The product “communicat[es] by the large, bold-faced claims”
to a reasonable consumer that “One A Day,” or specifically, to a reasonable
consumer purchasing a bottle of supplements, one supplement a day, is needed to
receive its benefits. It was also relevant, though not dispositive, that other
supplements sold under the same brand were, in fact, one per day. “Common sense
would dictate that a reasonable consumer, choosing between supplement brands or
products, may choose a product within a line that provides the ‘full
nutritional value’ in a single gummy, as Defendants indeed market with their
other, non-chewable versions within the same line.” The interpretation “one
serving a day,” by contrast, was “a stretch.” “An apple a day keeps the doctor
away” means one apple, not one serving.
Even though one would need to look at the ingredient label
to know exactly what the nutrients were, the issue was whether a consumer would
believe she’d get the full nutritional benefit—whatever that was—with one gummy
a day.
Breach of warranty claims survived.
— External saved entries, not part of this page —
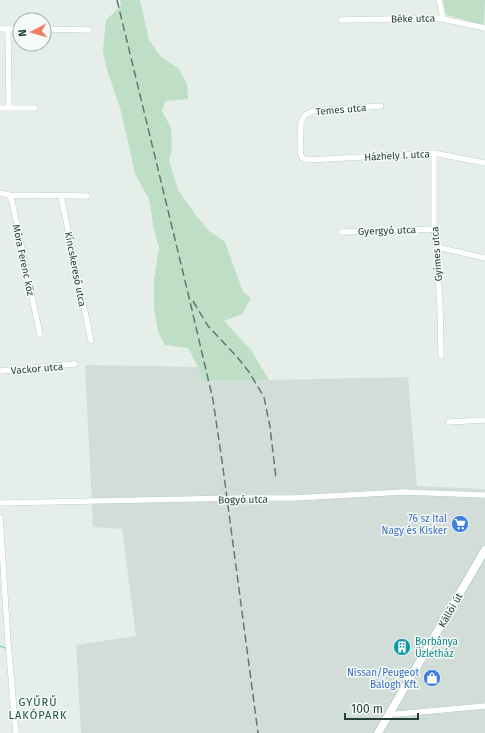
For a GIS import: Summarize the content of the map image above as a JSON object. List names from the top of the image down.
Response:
{
  "streets": {
    "main road": ["Kállói út"],
    "street": [
      "Béke utca",
      "Temes utca",
      "Házhely I. utca",
      "Gyergyó utca",
      "Gyimes utca",
      "Móra Ferenc köz",
      "Kincskereső utca",
      "Vackor utca",
      "Bogyó utca"
    ]
  },
  "crossings": [
    ["Temes utca", "Házhely I. utca"],
    ["Házhely I. utca", "Gyimes utca"],
    ["Gyergyó utca", "Gyimes utca"]
  ],
  "districts": ["GYŰRŰ LAKÓPARK"],
  "places": {
    "supermarket": ["76 sz Ital Nagy és Kisker"],
    "building": ["Borbánya Üzletház"],
    "shop": ["Nissan/Peugeot Balogh Kft."]
  },
  "scale_bar": "100 m",
  "north": "left"
}
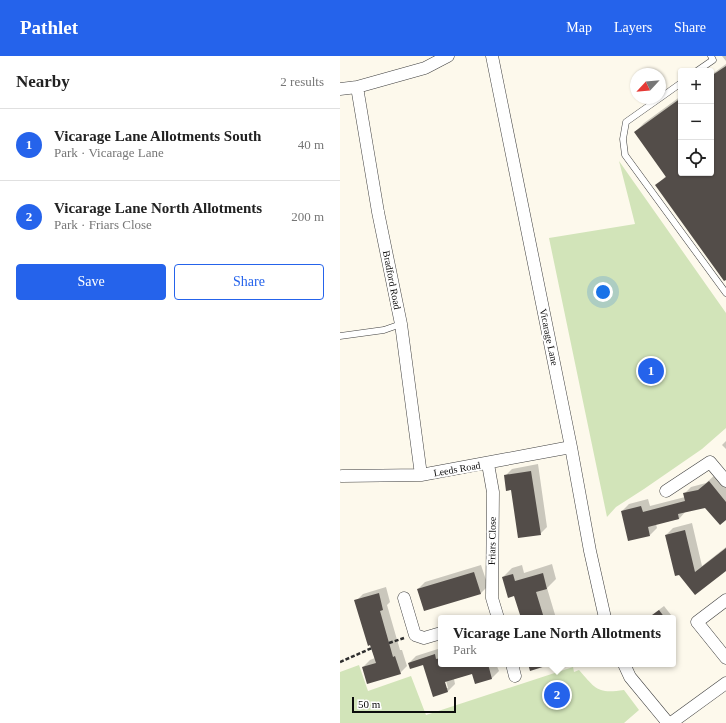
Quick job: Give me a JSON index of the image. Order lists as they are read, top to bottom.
{
  "streets": {
    "street": [
      "Bradford Road",
      "Vicarage Lane",
      "Leeds Road",
      "Friars Close"
    ]
  },
  "crossings": [
    ["Bradford Road", "Leeds Road"],
    ["Vicarage Lane", "Leeds Road"],
    ["Leeds Road", "Friars Close"]
  ],
  "scale_bar": "50 m",
  "north": "bottom left",
  "page": {
    "header": "Pathlet",
    "nav": ["Map", "Layers", "Share"],
    "heading": ["Nearby", "2 results"],
    "map_buttons": ["+", "−"],
    "list": [
      {
        "mark": "1",
        "name": "Vicarage Lane Allotments South",
        "note": "Park · Vicarage Lane",
        "value": "40 m"
      },
      {
        "mark": "2",
        "name": "Vicarage Lane North Allotments",
        "note": "Park · Friars Close",
        "value": "200 m"
      }
    ],
    "buttons": ["Save", "Share"],
    "pins": ["1", "2"],
    "popup": ["Vicarage Lane North Allotments", "Park"],
    "scale": "50 m"
  }
}
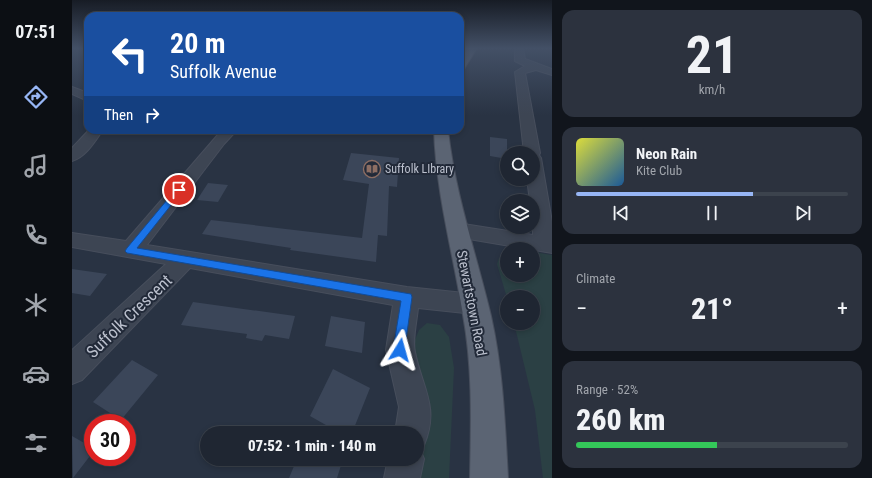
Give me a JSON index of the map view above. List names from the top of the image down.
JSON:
{
  "streets": {
    "main road": ["Stewartstown Road"],
    "street": ["Suffolk Crescent"]
  },
  "places": {
    "library": ["Suffolk LIbrary"]
  },
  "page": {
    "tabs": "07:51",
    "tile": [
      ["21", "km/h"],
      "Climate",
      ["Range · 52%", "260 km"]
    ],
    "turn": ["20 m", "Suffolk Avenue"],
    "then": "Then",
    "song": ["Neon Rain", "Kite Club"],
    "map_buttons": ["+", "−"],
    "heat": ["−", "21°", "+"],
    "limit": "30",
    "trip": "07:52 · 1 min · 140 m"
  }
}
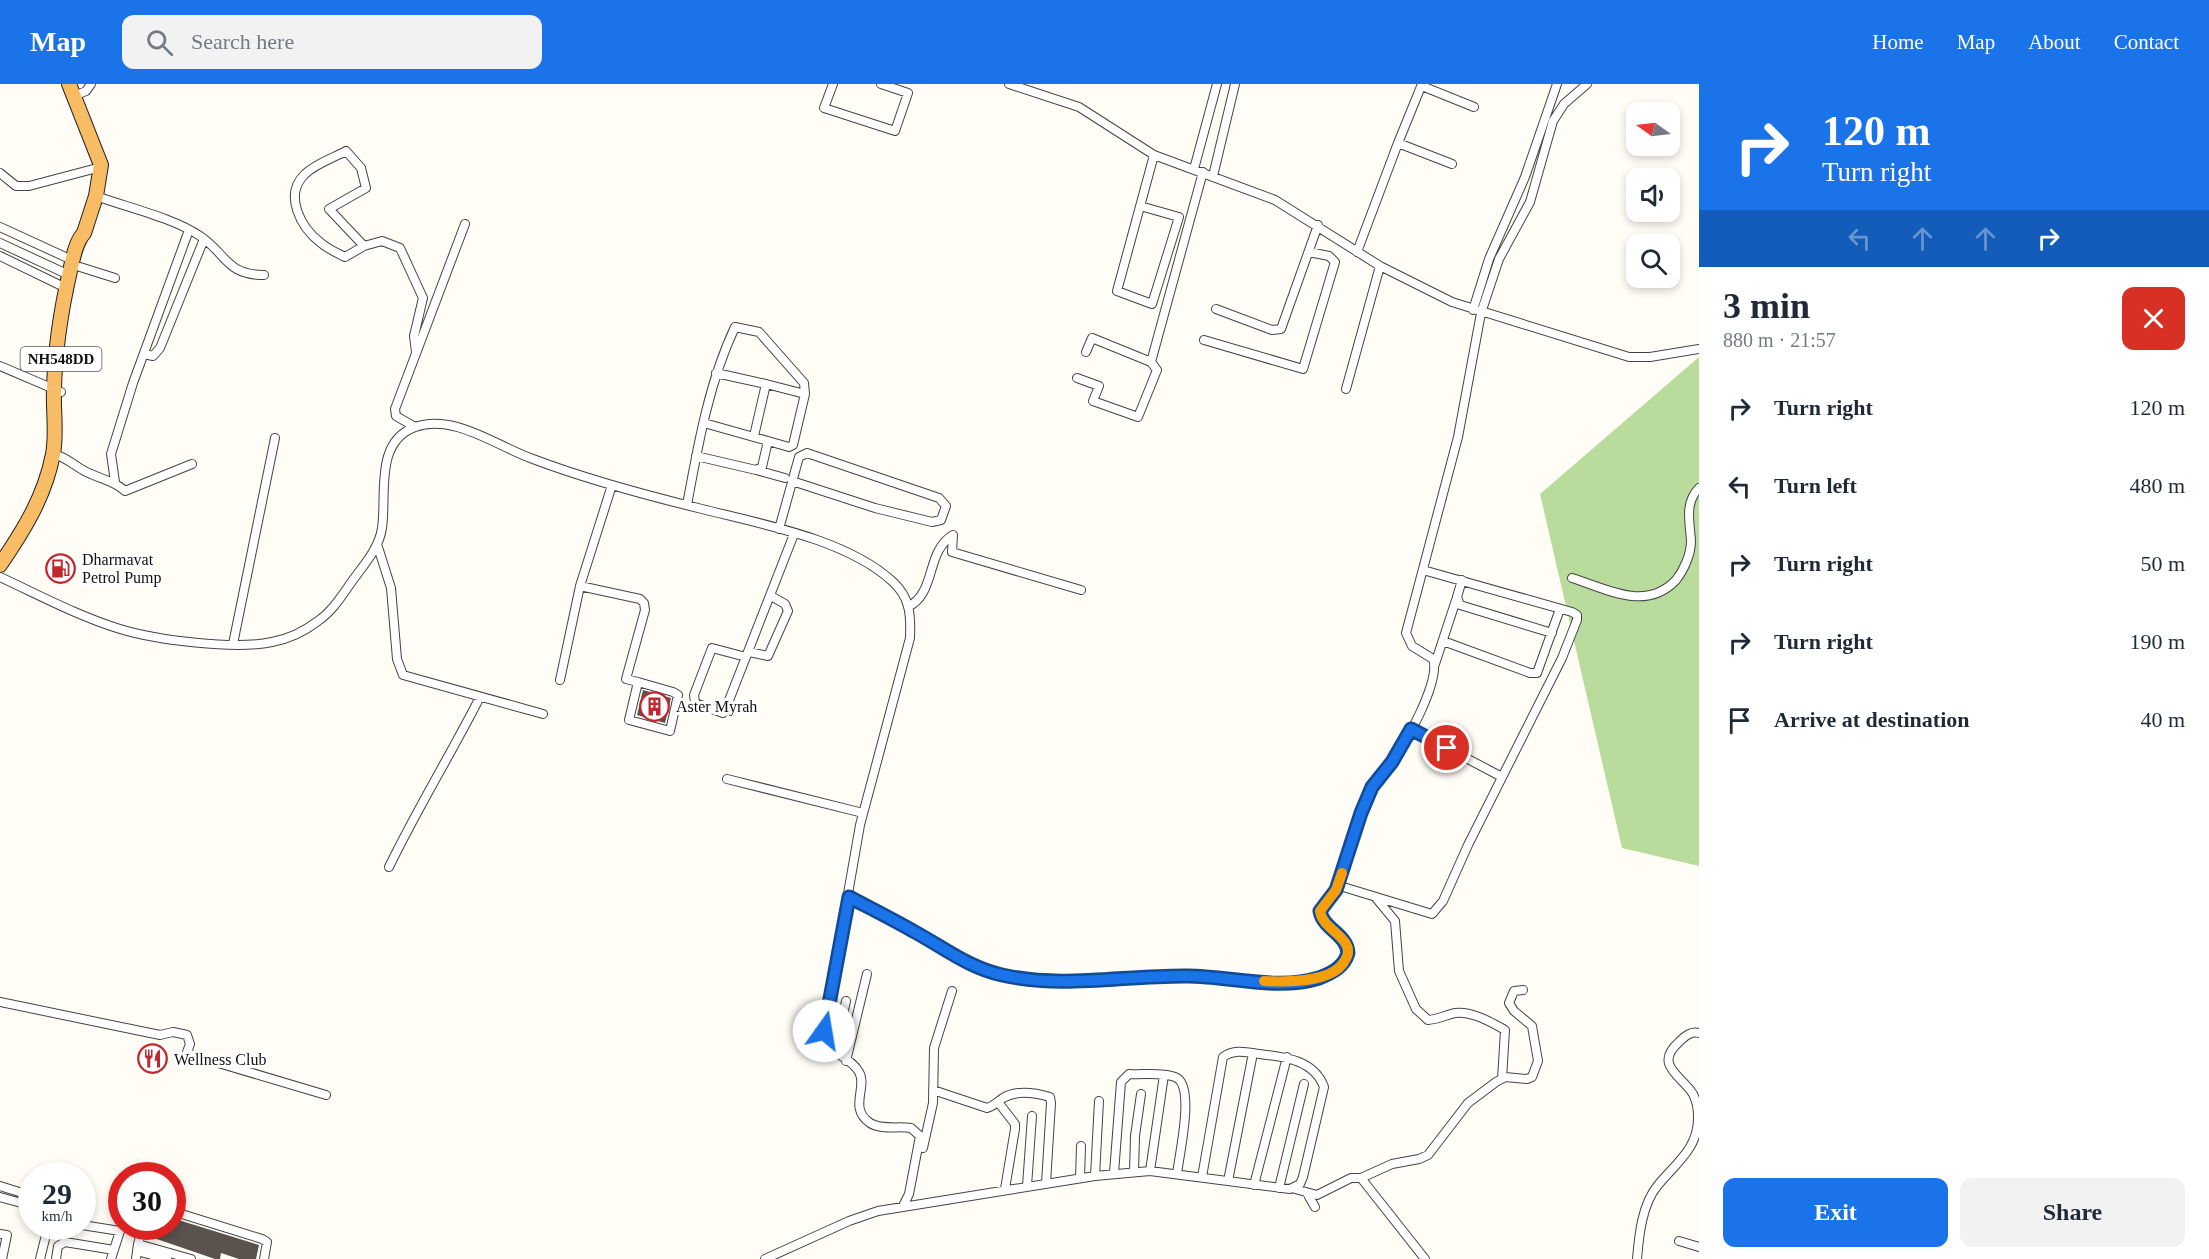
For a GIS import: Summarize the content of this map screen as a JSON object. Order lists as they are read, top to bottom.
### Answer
{
  "streets": {
    "highway": ["NH548DD"]
  },
  "places": {
    "fuel station": ["Dharmavat Petrol Pump"],
    "building": ["Aster Myrah"],
    "restaurant": ["Wellness Club"]
  },
  "north": "left",
  "page": {
    "header": "Map",
    "search": "Search here",
    "nav": [
      "Home",
      "Map",
      "About",
      "Contact"
    ],
    "turn": ["120 m", "Turn right"],
    "heading": ["3 min", "880 m · 21:57"],
    "list": [
      {
        "name": "Turn right",
        "value": "120 m"
      },
      {
        "name": "Turn left",
        "value": "480 m"
      },
      {
        "name": "Turn right",
        "value": "50 m"
      },
      {
        "name": "Turn right",
        "value": "190 m"
      },
      {
        "name": "Arrive at destination",
        "value": "40 m"
      }
    ],
    "speed": "29 km/h",
    "limit": "30",
    "buttons": ["Exit", "Share"]
  }
}
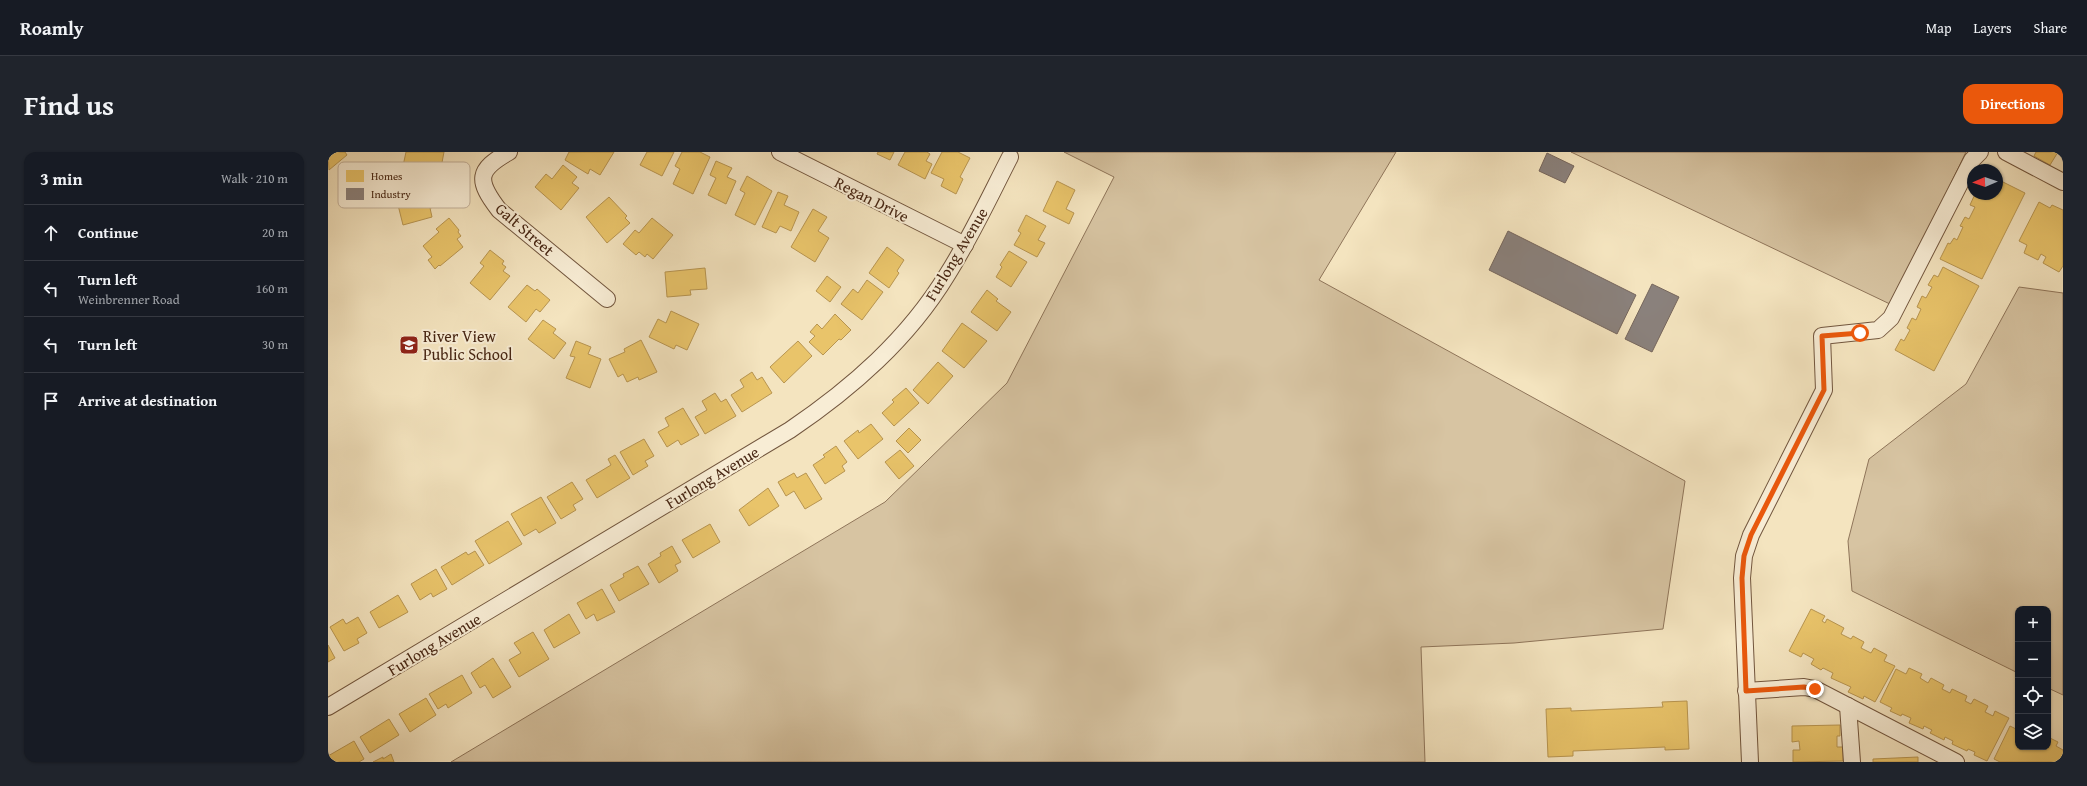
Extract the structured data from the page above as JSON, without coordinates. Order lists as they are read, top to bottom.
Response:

But scienter was a
problem for fraud. The plaintiff quoted a California state court (linked above)
“discussing One A Day’s 75-year work ‘convincing the public they could be
trusted to divine its vitamin needs.’” “[T]he Court is skeptical of Plaintiff’s
use of another court’s musings upon Defendants’ business model as substantial
allegations of Defendants’ scienter,” and there weren’t supporting allegations
about the market share of the defendants and industry practices.